» WORK REQUEST: Print each line of the listing once more, precisely as given.

» EXTRACTED DATA:
________________________________________
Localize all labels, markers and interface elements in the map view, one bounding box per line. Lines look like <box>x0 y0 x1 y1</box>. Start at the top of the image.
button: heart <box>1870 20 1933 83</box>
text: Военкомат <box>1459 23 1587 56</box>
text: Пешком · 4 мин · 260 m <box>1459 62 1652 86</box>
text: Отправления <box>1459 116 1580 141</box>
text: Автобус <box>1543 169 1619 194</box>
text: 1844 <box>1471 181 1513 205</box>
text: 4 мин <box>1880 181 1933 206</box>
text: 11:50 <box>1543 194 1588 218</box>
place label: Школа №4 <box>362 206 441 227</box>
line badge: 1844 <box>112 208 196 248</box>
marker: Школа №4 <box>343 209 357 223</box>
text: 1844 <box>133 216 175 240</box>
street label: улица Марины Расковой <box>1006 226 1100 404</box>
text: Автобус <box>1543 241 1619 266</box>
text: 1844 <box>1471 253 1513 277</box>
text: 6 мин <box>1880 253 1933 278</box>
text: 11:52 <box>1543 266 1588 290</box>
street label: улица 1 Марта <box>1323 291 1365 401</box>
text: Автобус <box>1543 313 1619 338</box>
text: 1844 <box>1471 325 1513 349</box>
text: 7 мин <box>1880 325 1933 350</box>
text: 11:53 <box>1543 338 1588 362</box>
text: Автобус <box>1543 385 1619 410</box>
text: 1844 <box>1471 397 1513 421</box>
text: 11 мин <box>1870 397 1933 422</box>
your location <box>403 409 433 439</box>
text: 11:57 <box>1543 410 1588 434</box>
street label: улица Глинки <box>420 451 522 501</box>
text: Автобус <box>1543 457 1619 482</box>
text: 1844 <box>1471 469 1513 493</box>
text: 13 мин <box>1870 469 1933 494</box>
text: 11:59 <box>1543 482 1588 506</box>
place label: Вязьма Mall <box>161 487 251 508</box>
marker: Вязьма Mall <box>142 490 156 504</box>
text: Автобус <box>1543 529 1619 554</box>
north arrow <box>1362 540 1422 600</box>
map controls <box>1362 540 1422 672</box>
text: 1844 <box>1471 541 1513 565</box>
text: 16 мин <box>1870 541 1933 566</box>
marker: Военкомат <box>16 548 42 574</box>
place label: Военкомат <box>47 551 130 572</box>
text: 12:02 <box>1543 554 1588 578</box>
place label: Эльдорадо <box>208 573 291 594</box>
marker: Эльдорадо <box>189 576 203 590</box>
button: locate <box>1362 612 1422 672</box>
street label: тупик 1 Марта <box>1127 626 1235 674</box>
________________________________________
» TASK RESPONSE:
Localize all labels, markers and interface elements in the map view, one bounding box per line. Lines look like <box>x0 y0 x1 y1</box>. Start at the top of the image.
button: heart <box>1870 20 1933 83</box>
text: Военкомат <box>1459 23 1587 56</box>
text: Пешком · 4 мин · 260 m <box>1459 62 1652 86</box>
text: Отправления <box>1459 116 1580 141</box>
text: Автобус <box>1543 169 1619 194</box>
text: 1844 <box>1471 181 1513 205</box>
text: 4 мин <box>1880 181 1933 206</box>
text: 11:50 <box>1543 194 1588 218</box>
place label: Школа №4 <box>362 206 441 227</box>
line badge: 1844 <box>112 208 196 248</box>
marker: Школа №4 <box>343 209 357 223</box>
text: 1844 <box>133 216 175 240</box>
street label: улица Марины Расковой <box>1006 226 1100 404</box>
text: Автобус <box>1543 241 1619 266</box>
text: 1844 <box>1471 253 1513 277</box>
text: 6 мин <box>1880 253 1933 278</box>
text: 11:52 <box>1543 266 1588 290</box>
street label: улица 1 Марта <box>1323 291 1365 401</box>
text: Автобус <box>1543 313 1619 338</box>
text: 1844 <box>1471 325 1513 349</box>
text: 7 мин <box>1880 325 1933 350</box>
text: 11:53 <box>1543 338 1588 362</box>
text: Автобус <box>1543 385 1619 410</box>
text: 1844 <box>1471 397 1513 421</box>
text: 11 мин <box>1870 397 1933 422</box>
your location <box>403 409 433 439</box>
text: 11:57 <box>1543 410 1588 434</box>
street label: улица Глинки <box>420 451 522 501</box>
text: Автобус <box>1543 457 1619 482</box>
text: 1844 <box>1471 469 1513 493</box>
text: 13 мин <box>1870 469 1933 494</box>
text: 11:59 <box>1543 482 1588 506</box>
place label: Вязьма Mall <box>161 487 251 508</box>
marker: Вязьма Mall <box>142 490 156 504</box>
text: Автобус <box>1543 529 1619 554</box>
north arrow <box>1362 540 1422 600</box>
map controls <box>1362 540 1422 672</box>
text: 1844 <box>1471 541 1513 565</box>
text: 16 мин <box>1870 541 1933 566</box>
marker: Военкомат <box>16 548 42 574</box>
place label: Военкомат <box>47 551 130 572</box>
text: 12:02 <box>1543 554 1588 578</box>
place label: Эльдорадо <box>208 573 291 594</box>
marker: Эльдорадо <box>189 576 203 590</box>
button: locate <box>1362 612 1422 672</box>
street label: тупик 1 Марта <box>1127 626 1235 674</box>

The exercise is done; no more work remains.